By Sunny Freeman, The Canadian Press

TORONTO - Spider Resources says a friendly takeover by a large U.S. miner will provide the expertise and cash necessary to help develop a lucrative chromite deposit in Northern Ontario's promising Ring of Fire mineral zone.

"They want to be a fully-integrated company, from the mining right through the production of stainless steel and they have that ability," CEO Neil Novak said Monday. Earlier, the junior miner approved an all-cash friendly bid from Cliffs Natural Resources Inc. (NYSE: CLF), an Ohio-based iron and coal producer.

The 19 cent a share offer sweetens an earlier bid by Cliffs and values Spider (TSXV: SPQ.V) at about $125 million.

"They're a well-known American company," said Novak. "And they have the mining expertise necessary to bring a mine like this into production."

Spider was the first player in the Ring of Fire, a lucrative mining area in the James Bay lowlands that contains metal deposits including kimberlite, chromite and nickel.

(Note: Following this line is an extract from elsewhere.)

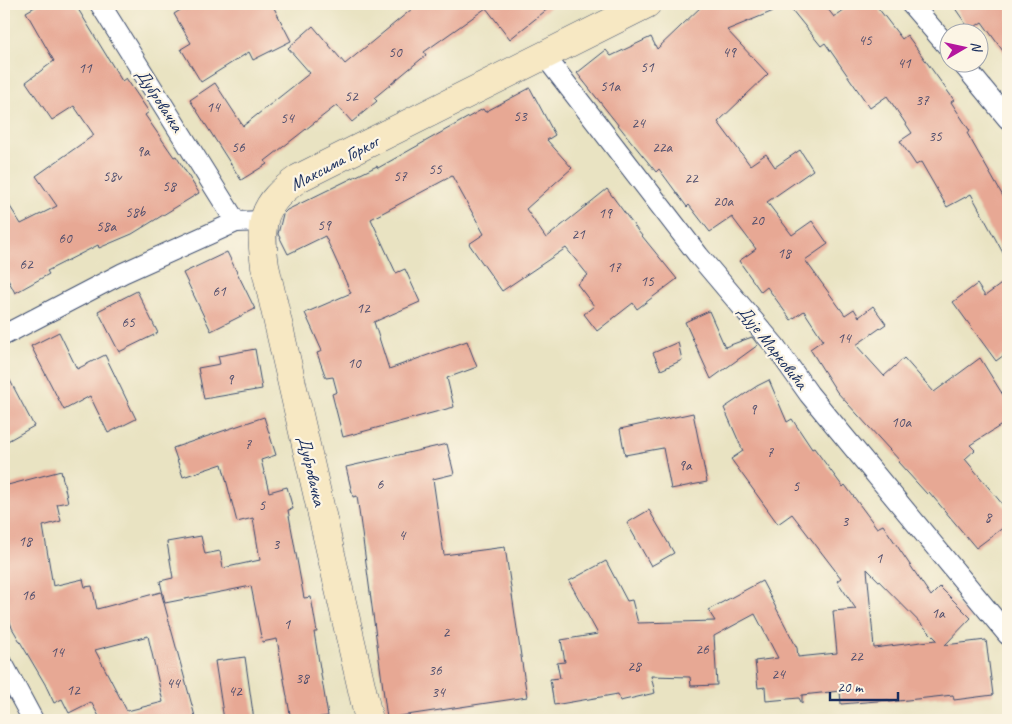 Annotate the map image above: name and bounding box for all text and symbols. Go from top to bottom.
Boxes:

"There's a certain personal and a bit of an emotional attachment now to what the company has achieved over 18 or 19 years now," Novak said ahead of an early Tuesday deadline for shareholders to tender their shares to the Cliffs bid.

The friendly takeover of Spider is a key move by Cliffs to consolidate its ownership of an important chromite specialty metals deposit in the Ring of Fire region, which Novak was instrumental in discovering.

Chromite is used to extract chromium, a building block of stainless steel and other metal alloys.

Spider currently has about $10.6 million in working capital. But Novak said it could cost billions of dollars to develop the Big Daddy project, which contains an estimated 40 million tonnes of chromite.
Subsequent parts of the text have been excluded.